━━━━━ EXERCISE INPUT

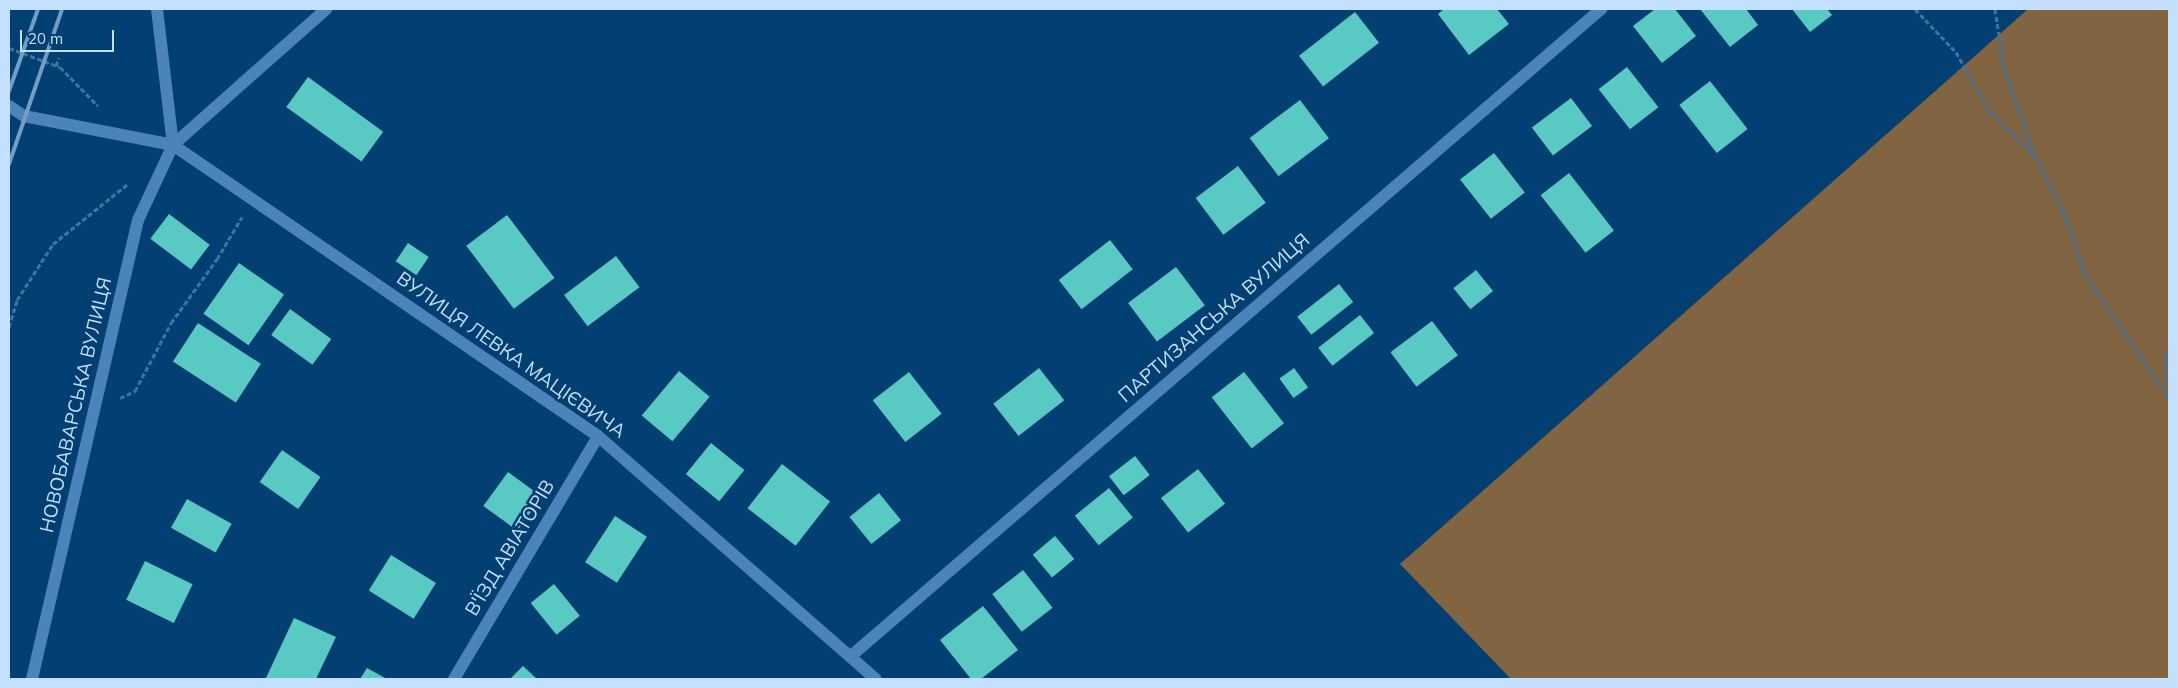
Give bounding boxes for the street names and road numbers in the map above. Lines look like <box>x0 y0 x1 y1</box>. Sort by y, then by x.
street label: ПАРТИЗАНСЬКА ВУЛИЦЯ <box>1114 229 1314 407</box>
street label: ВУЛИЦЯ ЛЕВКА МАЦІЄВИЧА <box>392 267 630 443</box>
street label: НОВОБАВАРСЬКА ВУЛИЦЯ <box>35 275 117 535</box>
street label: В'ЇЗД АВІАТОРІВ <box>460 476 560 620</box>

━━━━━━━━━━

▶ _PROBLEM DESCRIPTION_
The answer should match the data above word for word, with no pictures in it.

▶ _REPLY TO THE EXERCISE_
Give bounding boxes for the street names and road numbers in the map above. Lines look like <box>x0 y0 x1 y1</box>. Sort by y, then by x.
street label: ПАРТИЗАНСЬКА ВУЛИЦЯ <box>1114 229 1314 407</box>
street label: ВУЛИЦЯ ЛЕВКА МАЦІЄВИЧА <box>392 267 630 443</box>
street label: НОВОБАВАРСЬКА ВУЛИЦЯ <box>35 275 117 535</box>
street label: В'ЇЗД АВІАТОРІВ <box>460 476 560 620</box>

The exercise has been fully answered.